Création d'entreprise

Démarrer avec succès une nouvelle carrière après 50 ans

Les plus de 50 ans sont toujours plus nombreux à vouloir se mettre à leur compte. Se lancer demande toutefois une préparation minutieuse. Le rêve de l’indépendance risque sinon de tourner court. 

Florence Ecoffey

Fonction Spécialiste en prévoyance

Publié le

26 janvier 2026

De nombreuses personnes actives de plus de 50 ans aimeraient se réorienter et se mettre à leur compte. Franchir le pas est tout sauf évident. Avant de se lancer, il faut clarifier avec soin les questions juridiques, fiscales et d’assurance qui se posent si l’on veut éviter les lendemains qui déchantent. Tour d’horizon.

Forme juridique

Le choix de la forme juridique joue un rôle clé : créer une entreprise individuelle est facile et peu coûteux. L’entrepreneur supporte ici toutefois le risque de l’entreprise pour lequel il répond avec la totalité de sa fortune personnelle.

Dans la Sàrl ou la SA, la responsabilité se limite au patrimoine de l’entreprise. La création d’une Sàrl nécessite un capital social d’au moins 20'000 francs. Pour une société anonyme, le capital-actions minimal est de 100'000 francs. Il doit être versé (libéré) à 20% au moins, mais doit s’élever à 50'000 francs au minimum (voir tableau).
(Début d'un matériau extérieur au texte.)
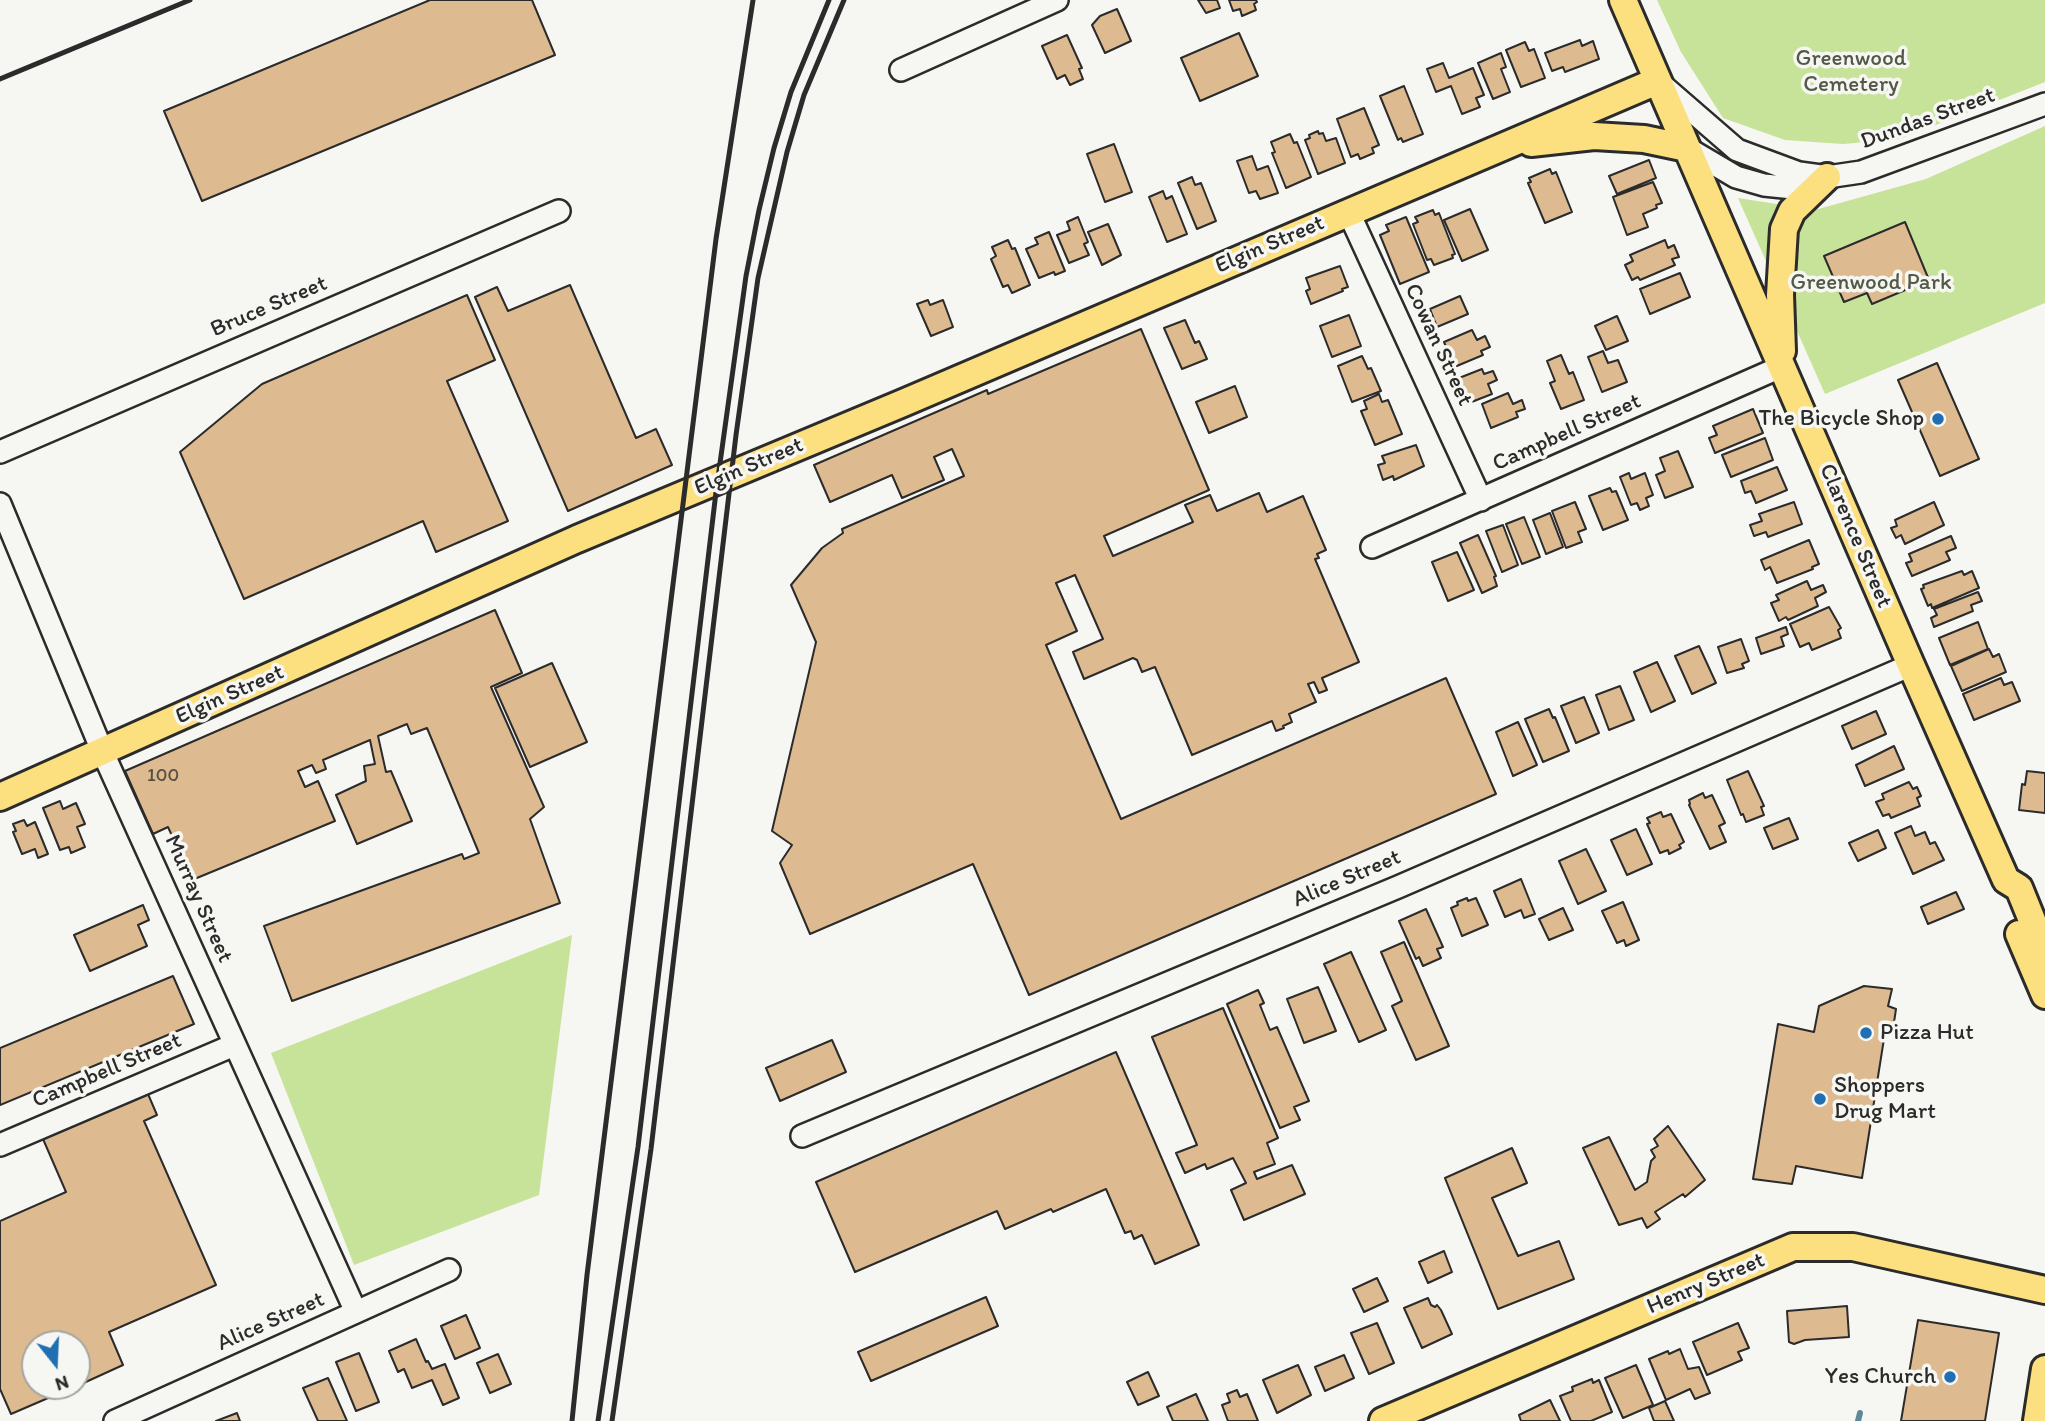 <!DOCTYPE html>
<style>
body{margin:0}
#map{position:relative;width:2045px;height:1421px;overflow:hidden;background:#f6f6f2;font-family:Itim,sans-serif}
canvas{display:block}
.north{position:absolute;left:21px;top:1330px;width:70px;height:70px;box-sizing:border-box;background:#f6f6f2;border:2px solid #a5a5a2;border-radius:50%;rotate:162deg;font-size:19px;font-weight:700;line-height:28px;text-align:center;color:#2b2b2b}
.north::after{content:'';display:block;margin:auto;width:24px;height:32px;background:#1f6fb2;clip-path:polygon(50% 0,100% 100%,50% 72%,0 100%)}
</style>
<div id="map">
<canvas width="2045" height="1421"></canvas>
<div class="north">N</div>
</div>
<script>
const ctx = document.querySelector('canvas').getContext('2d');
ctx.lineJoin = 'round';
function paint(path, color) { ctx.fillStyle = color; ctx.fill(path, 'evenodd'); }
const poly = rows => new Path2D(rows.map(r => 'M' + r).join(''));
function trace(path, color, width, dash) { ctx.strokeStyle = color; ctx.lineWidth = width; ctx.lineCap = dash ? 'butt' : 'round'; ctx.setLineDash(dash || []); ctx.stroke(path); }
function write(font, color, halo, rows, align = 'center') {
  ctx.font = font + ' Itim,sans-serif'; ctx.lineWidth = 7; ctx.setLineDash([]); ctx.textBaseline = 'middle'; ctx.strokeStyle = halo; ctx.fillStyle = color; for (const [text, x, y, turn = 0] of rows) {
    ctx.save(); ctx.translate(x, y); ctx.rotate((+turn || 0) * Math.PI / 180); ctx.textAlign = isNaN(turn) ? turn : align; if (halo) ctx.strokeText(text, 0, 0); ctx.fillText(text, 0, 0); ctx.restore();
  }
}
const green = poly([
 [1657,0,2045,0,2045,82,1900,139,1843,144,1785,140,1723,118,1681,52],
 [2045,126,2045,303,1825,394,1738,198,1815,210,1926,179],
 [572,935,539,1195,354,1265,271,1053]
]);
const stream = poly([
 [1858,1421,1860,1413]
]);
const building = poly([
 [430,0,532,0,555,55,202,201,164,111,430,0],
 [1198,0,1217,0,1220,8,1206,13,1198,0],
 [1229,0,1256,0,1257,2,1254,4,1256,10,1242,16,1240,9,1233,11,1229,0],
 [1117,9,1131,41,1105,53,1092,25,1100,16,1117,9],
 [1239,33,1258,76,1200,101,1181,58,1239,33],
 [1067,35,1082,68,1079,69,1083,79,1070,85,1065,75,1057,79,1042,46,1067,35],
 [1580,40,1582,46,1593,41,1599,59,1565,72,1563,67,1552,71,1545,53,1580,40],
 [1525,42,1529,51,1534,49,1545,78,1521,87,1506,50,1525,42],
 [1501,53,1506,67,1501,69,1510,92,1493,99,1478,63,1501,53],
 [1443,63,1449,78,1473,68,1484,95,1476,98,1480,107,1462,114,1451,86,1436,92,1427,69,1443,63],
 [1404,86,1423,134,1403,142,1401,138,1398,140,1380,96,1404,86],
 [1364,108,1379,145,1372,148,1374,153,1360,159,1358,154,1351,157,1337,119,1364,108],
 [1318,131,1319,134,1323,133,1326,141,1336,138,1345,163,1318,174,1305,140,1310,138,1309,135,1318,131],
 [1290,134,1294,143,1297,142,1311,177,1286,188,1272,153,1275,152,1271,142,1290,134],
 [1114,144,1132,192,1105,202,1087,154,1114,144],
 [1252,156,1257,170,1268,166,1278,193,1260,199,1256,191,1249,193,1237,161,1252,156],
 [1649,160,1656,178,1617,194,1609,176,1649,160],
 [1550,169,1552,174,1556,172,1572,212,1545,223,1528,183,1531,182,1529,178,1550,169],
 [1192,177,1195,185,1201,183,1216,221,1197,229,1178,183,1192,177],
 [1653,182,1662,203,1656,205,1657,208,1643,214,1648,227,1627,235,1613,197,1653,182],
 [1163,191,1166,199,1172,196,1187,234,1167,242,1149,197,1163,191],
 [1470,209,1488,250,1462,261,1444,220,1470,209],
 [1433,210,1435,215,1439,213,1455,254,1452,255,1453,258,1434,265,1431,259,1427,260,1413,224,1418,222,1415,217,1433,210],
 [1078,217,1088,242,1084,244,1089,255,1069,263,1057,235,1070,230,1067,222,1078,217],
 [1406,217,1429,272,1400,284,1380,235,1389,231,1386,225,1406,217],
 [1905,222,1929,280,1872,304,1867,293,1844,302,1824,256,1905,222],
 [1108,224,1121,255,1102,265,1088,232,1108,224],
 [1049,232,1065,271,1055,275,1054,272,1039,278,1026,249,1038,244,1035,238,1049,232],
 [1008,240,1012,249,1015,248,1030,285,1012,293,1008,285,1003,287,991,259,996,256,992,247,1008,240],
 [1665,240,1668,248,1674,245,1679,257,1672,259,1675,265,1640,280,1638,277,1632,280,1625,265,1633,261,1630,255,1665,240],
 [1340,266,1348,287,1342,289,1343,291,1311,304,1306,291,1310,289,1306,278,1340,266],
 [1680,273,1690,297,1650,314,1640,289,1680,273],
 [570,285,636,438,656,429,672,465,568,511,475,297,497,287,508,311,570,285],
 [467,295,495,360,447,381,508,521,436,552,423,521,244,599,180,452,262,384,467,295],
 [1460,296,1468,314,1437,327,1430,309,1460,296],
 [928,300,930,305,943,300,953,327,931,336,917,304,928,300],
 [1349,315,1361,346,1332,357,1320,326,1349,315],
 [1617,316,1628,341,1606,350,1595,326,1617,316],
 [1185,320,1195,343,1199,341,1207,359,1182,369,1164,328,1185,320],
 [1141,329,1209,490,1104,536,1113,556,1193,522,1185,505,1210,495,1217,511,1259,493,1267,512,1303,496,1326,550,1317,554,1319,558,1315,559,1359,662,1322,678,1327,690,1319,693,1314,682,1308,684,1316,702,1289,714,1292,722,1283,726,1284,728,1276,731,1272,721,1192,755,1155,667,1142,672,1137,660,1133,658,1084,679,1073,652,1103,639,1075,575,1056,583,1077,631,1046,645,1121,819,1446,678,1496,794,1029,995,973,864,810,934,780,863,792,845,772,831,816,642,791,585,822,548,843,533,842,529,964,476,952,449,934,457,944,480,902,498,892,475,830,502,814,465,987,390,988,394,1141,329],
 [1472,330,1477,340,1485,336,1490,347,1481,351,1483,355,1452,368,1444,351,1447,349,1444,342,1472,330],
 [1603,351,1608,363,1618,360,1627,382,1602,392,1588,357,1603,351],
 [1561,355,1569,374,1573,372,1584,400,1561,409,1550,383,1555,381,1547,361,1561,355],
 [1362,356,1368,369,1371,368,1381,391,1352,402,1338,366,1362,356],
 [1937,363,1979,459,1940,476,1898,380,1937,363],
 [1482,369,1484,374,1493,371,1497,380,1488,384,1492,394,1469,403,1464,391,1461,392,1458,385,1461,383,1459,378,1482,369],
 [1235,386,1247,417,1209,433,1196,402,1235,386],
 [1508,393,1513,404,1522,400,1525,409,1516,412,1518,417,1491,428,1482,404,1508,393],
 [1379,394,1382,402,1388,400,1402,434,1375,445,1361,411,1367,409,1364,401,1379,394],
 [1753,409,1763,433,1715,453,1709,438,1717,435,1713,426,1753,409],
 [1765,438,1773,460,1731,477,1722,455,1765,438],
 [1416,445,1424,466,1394,480,1393,476,1383,480,1378,465,1385,463,1382,456,1416,445],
 [1678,451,1693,487,1665,498,1656,475,1665,471,1660,458,1678,451],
 [1777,467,1787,490,1756,503,1751,491,1745,493,1741,481,1777,467],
 [1629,473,1631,479,1645,473,1653,495,1646,498,1649,506,1640,510,1637,503,1631,505,1620,477,1629,473],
 [1610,488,1612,492,1616,491,1628,520,1603,530,1589,496,1610,488],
 [1575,502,1586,529,1578,532,1582,542,1566,548,1552,511,1575,502],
 [1794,502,1802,524,1768,537,1766,532,1754,536,1750,525,1762,521,1759,514,1794,502],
 [1934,502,1944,525,1905,544,1901,535,1896,538,1891,528,1897,526,1895,520,1934,502],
 [1550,513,1563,547,1546,554,1533,520,1550,513],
 [1524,517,1540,557,1522,564,1506,524,1524,517],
 [1503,525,1518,565,1502,572,1486,531,1503,525],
 [1478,535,1496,576,1494,577,1497,586,1482,593,1460,543,1478,535],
 [1951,536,1956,548,1946,552,1950,560,1912,576,1906,563,1912,561,1909,554,1951,536],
 [1809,540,1819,564,1812,567,1813,569,1777,583,1770,567,1765,570,1761,560,1809,540],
 [1457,552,1474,590,1448,601,1432,562,1457,552],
 [1962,571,1964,575,1972,571,1979,588,1932,608,1931,604,1928,606,1921,589,1924,588,1923,585,1962,571],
 [1807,581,1811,590,1823,585,1826,592,1815,598,1818,606,1788,620,1786,617,1779,621,1771,603,1779,600,1776,595,1807,581],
 [1978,592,1982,601,1971,605,1973,611,1934,627,1931,618,1937,615,1934,609,1978,592],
 [1829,607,1841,628,1838,630,1841,638,1812,650,1809,643,1800,647,1790,624,1829,607],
 [495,610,522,673,491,687,544,807,530,819,560,903,292,1001,264,926,462,854,464,859,479,853,427,728,411,734,407,724,378,736,386,772,391,771,412,821,357,844,336,795,366,781,364,766,375,764,370,740,323,760,326,769,316,773,312,765,298,771,305,787,318,781,335,821,192,880,168,827,153,834,125,771,495,610],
 [1978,622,1988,649,1950,665,1939,638,1978,622],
 [1786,627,1788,634,1781,637,1784,646,1761,654,1756,638,1786,627],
 [1741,639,1749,661,1742,664,1744,668,1727,673,1718,647,1741,639],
 [1699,646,1716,683,1692,694,1675,656,1699,646],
 [1989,649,1993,657,1999,654,2006,672,1962,691,1951,666,1989,649],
 [1657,662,1675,701,1651,712,1634,672,1657,662],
 [552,663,587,742,530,767,495,688,552,663],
 [2001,678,2004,685,2012,682,2020,701,1974,720,1963,694,2001,678],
 [1620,686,1634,720,1609,730,1596,695,1620,686],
 [1584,697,1599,733,1576,743,1561,706,1584,697],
 [1549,709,1553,718,1555,717,1569,751,1543,762,1525,719,1549,709],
 [1876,711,1886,734,1852,749,1842,726,1876,711],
 [1518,722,1537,765,1513,776,1496,732,1518,722],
 [1894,746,1904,769,1865,786,1856,765,1894,746],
 [1748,771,1764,806,1761,807,1764,815,1746,822,1743,814,1741,815,1727,780,1748,771],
 [2027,771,2045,773,2045,813,2019,810,2022,784,2025,785,2027,771],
 [1909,782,1913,789,1917,787,1921,796,1917,798,1920,806,1891,818,1889,814,1883,816,1876,802,1884,799,1882,794,1909,782],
 [1703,793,1705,798,1712,795,1725,823,1719,826,1726,842,1710,849,1689,805,1690,804,1689,800,1703,793],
 [60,801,63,809,76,803,85,824,77,827,85,847,71,853,69,847,60,850,43,808,60,801],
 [1661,812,1663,817,1671,814,1684,842,1679,845,1681,848,1669,854,1668,850,1660,853,1647,824,1650,823,1647,818,1661,812],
 [1789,818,1798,839,1773,849,1764,828,1789,818],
 [24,820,27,826,35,822,48,854,38,858,35,849,22,854,13,832,16,831,13,824,24,820],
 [1911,826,1915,836,1925,832,1930,844,1935,842,1944,860,1913,874,1895,833,1911,826],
 [1636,829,1652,864,1627,875,1611,840,1636,829],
 [1878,830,1886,848,1858,861,1849,843,1878,830],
 [1586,849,1606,891,1578,904,1559,861,1586,849],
 [1521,879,1535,914,1524,918,1521,910,1505,917,1494,891,1521,879],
 [1956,892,1964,909,1928,924,1921,907,1956,892],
 [1467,898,1468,901,1476,898,1488,925,1462,936,1451,908,1458,905,1457,902,1467,898],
 [1623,902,1639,940,1626,946,1624,940,1617,943,1602,911,1623,902],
 [143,905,149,920,138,925,147,946,90,971,74,935,143,905],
 [1563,908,1573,930,1549,940,1539,919,1563,908],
 [1426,909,1443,947,1437,949,1441,958,1423,966,1419,957,1416,959,1399,921,1426,909],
 [1404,942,1449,1046,1416,1060,1392,1006,1402,1001,1381,952,1404,942],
 [1351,952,1386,1030,1359,1042,1324,964,1351,952],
 [173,976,194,1024,0,1105,0,1048,173,976],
 [1864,986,1892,989,1888,1006,1896,1009,1893,1029,1886,1026,1862,1178,1796,1166,1792,1184,1753,1179,1778,1024,1814,1032,1819,1006,1864,986],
 [1318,987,1336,1031,1304,1043,1287,999,1318,987],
 [1258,990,1264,1003,1260,1005,1270,1030,1277,1027,1309,1101,1294,1107,1300,1120,1280,1128,1227,1004,1258,990],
 [1223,1008,1278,1138,1267,1143,1275,1164,1254,1172,1257,1179,1292,1165,1305,1194,1244,1220,1231,1190,1246,1183,1233,1158,1207,1169,1205,1164,1185,1173,1176,1153,1197,1145,1152,1037,1223,1008],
 [832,1040,846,1072,780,1101,766,1068,832,1040],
 [1116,1052,1199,1245,1155,1264,1142,1235,1134,1239,1131,1231,1125,1233,1106,1189,1053,1212,1051,1209,1005,1229,997,1211,855,1272,816,1182,1116,1052],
 [148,1094,157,1115,144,1121,216,1285,109,1332,123,1365,77,1386,77,1344,35,1344,35,1386,76,1386,11,1414,0,1389,0,1221,66,1192,43,1139,148,1094],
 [1668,1126,1705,1180,1685,1197,1683,1194,1655,1212,1660,1219,1647,1228,1642,1218,1619,1225,1583,1148,1609,1137,1635,1190,1647,1182,1651,1161,1655,1157,1651,1150,1658,1146,1654,1139,1668,1126],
 [1512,1148,1527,1183,1492,1198,1518,1256,1559,1241,1574,1279,1498,1309,1445,1178,1512,1148],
 [1444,1251,1452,1272,1428,1283,1419,1262,1444,1251],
 [1377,1278,1388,1301,1364,1312,1353,1289,1377,1278],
 [986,1297,998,1326,871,1381,858,1352,986,1297],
 [1428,1298,1431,1305,1435,1307,1437,1305,1441,1310,1452,1334,1422,1348,1404,1308,1428,1298],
 [1847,1306,1849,1337,1805,1340,1794,1344,1789,1342,1787,1311,1847,1306],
 [466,1315,480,1348,455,1359,441,1326,466,1315],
 [1918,1320,1999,1333,1985,1421,1901,1421,1918,1320],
 [1377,1323,1394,1363,1369,1374,1351,1333,1377,1323],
 [1738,1323,1749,1348,1738,1352,1742,1360,1707,1375,1693,1342,1738,1323],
 [416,1339,426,1362,428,1361,432,1369,445,1364,459,1398,443,1405,432,1380,412,1388,404,1369,398,1372,389,1351,416,1339],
 [1680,1349,1688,1369,1699,1367,1710,1393,1695,1399,1690,1389,1666,1400,1649,1359,1668,1351,1669,1354,1680,1349],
 [359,1353,379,1402,356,1411,336,1362,359,1353],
 [498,1354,511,1384,490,1393,477,1363,498,1354],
 [1344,1355,1354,1378,1325,1391,1315,1367,1344,1355],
 [1298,1365,1311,1395,1277,1413,1263,1380,1298,1365],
 [1636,1365,1653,1405,1623,1418,1605,1378,1636,1365],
 [1148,1372,1159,1396,1138,1405,1127,1382,1148,1372],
 [328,1378,347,1421,318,1421,303,1388,328,1378],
 [1592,1379,1593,1383,1599,1380,1612,1412,1591,1421,1571,1421,1560,1396,1573,1391,1572,1387,1592,1379],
 [1237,1390,1240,1397,1247,1394,1258,1421,1228,1421,1222,1405,1230,1402,1227,1394,1237,1390],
 [1196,1394,1208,1421,1173,1421,1167,1407,1196,1394],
 [1550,1400,1560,1421,1521,1421,1519,1415,1550,1400],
 [1665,1401,1674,1421,1654,1421,1649,1408,1665,1401],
 [237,1413,240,1421,216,1421,237,1413]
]);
const minor = poly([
 [901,70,1057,0],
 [1662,85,1737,150,1799,173,1821,176],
 [1687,148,1736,177,1764,185,1793,188,1827,177,1861,172,2045,104],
 [1348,211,1481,500],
 [0,452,559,211],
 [0,504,103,753,356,1312],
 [1372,547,1783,366],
 [802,1136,1398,887,1911,665],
 [0,1145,234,1045],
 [115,1421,449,1270]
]);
const major = poly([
 [1623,0,1911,665,2006,880,2019,888,2045,952],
 [1531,143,1594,136,1644,139,1687,148],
 [1782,351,1780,295,1784,229,1792,211,1827,177],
 [0,797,577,539,903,403,1657,81],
 [2019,934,2045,995],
 [1383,1421,1793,1247,1853,1247,2045,1290],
 [2037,1421,2045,1369]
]);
const rail = poly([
 [0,79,190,0],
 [572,1421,587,1275,716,239,753,0],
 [598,1421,638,1147,716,492,746,276,759,210,774,148,791,92,829,0],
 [612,1421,651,1149,736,435,758,278,787,152,804,95,844,0]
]);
const markers = [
 [1938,419,7,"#1f6fb2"],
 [1866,1033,7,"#1f6fb2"],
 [1820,1099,7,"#1f6fb2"],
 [1950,1377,7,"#1f6fb2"]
];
const numberNames = [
 ["100",163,776]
];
const parkNames = [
 ["Greenwood",1851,59],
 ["Cemetery",1851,85],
 ["Greenwood Park",1871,283]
];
const streetNames = [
 ["Dundas Street",1928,119,-20],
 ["Elgin Street",1270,245,-23],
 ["Bruce Street",269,307,-23],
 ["Cowan Street",1438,345,65],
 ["Campbell Street",1567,433,-24],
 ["Elgin Street",749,467,-23],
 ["Clarence Street",1855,536,67],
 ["Elgin Street",230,695,-24],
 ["Alice Street",1347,879,-23],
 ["Murray Street",198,899,66],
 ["Campbell Street",107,1071,-23],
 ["Henry Street",1706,1284,-23],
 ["Alice Street",271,1322,-24]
];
const poiNames = [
 ["The Bicycle Shop",1924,419],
 ["Pizza Hut",1880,1033,"left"],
 ["Shoppers",1834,1086,"left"],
 ["Drug Mart",1834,1112,"left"],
 ["Yes Church",1936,1377]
];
paint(green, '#c7e299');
trace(stream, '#5e8a98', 6);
paint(building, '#ddba8f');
trace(building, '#2b2b2b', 2);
trace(minor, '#2b2b2b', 26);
trace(major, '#2b2b2b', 32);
trace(minor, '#f6f6f2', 21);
trace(major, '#fce080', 26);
trace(rail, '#2b2b2b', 5);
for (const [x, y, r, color] of markers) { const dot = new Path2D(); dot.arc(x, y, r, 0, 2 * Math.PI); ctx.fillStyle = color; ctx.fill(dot); trace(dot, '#f6f6f2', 2.5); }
write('19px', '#584f44', null, numberNames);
write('23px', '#525946', '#f6f6f2', parkNames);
write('23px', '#2b2b2b', '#f6f6f2', streetNames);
write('23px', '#2b2b2b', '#f6f6f2', poiNames, 'right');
</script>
Conseil: créer son entreprise n’est pas sans risque. Vérifiez si vous souhaitez engager votre fortune personnelle. Les frais de fondation ne doivent pas être l’élément clé de votre décision.

Comptabilité

Beaucoup d’entrepreneurs de plus de 50 ans disposent d’une précieuse expérience professionnelle. C’est un atout pour monter leur affaire. Au niveau comptable toutefois, on observe souvent des lacunes. Des comptes annuels exacts sont la base de toute décision importante et la condition pour une révision réussie. Ils permettent également d’économiser des impôts.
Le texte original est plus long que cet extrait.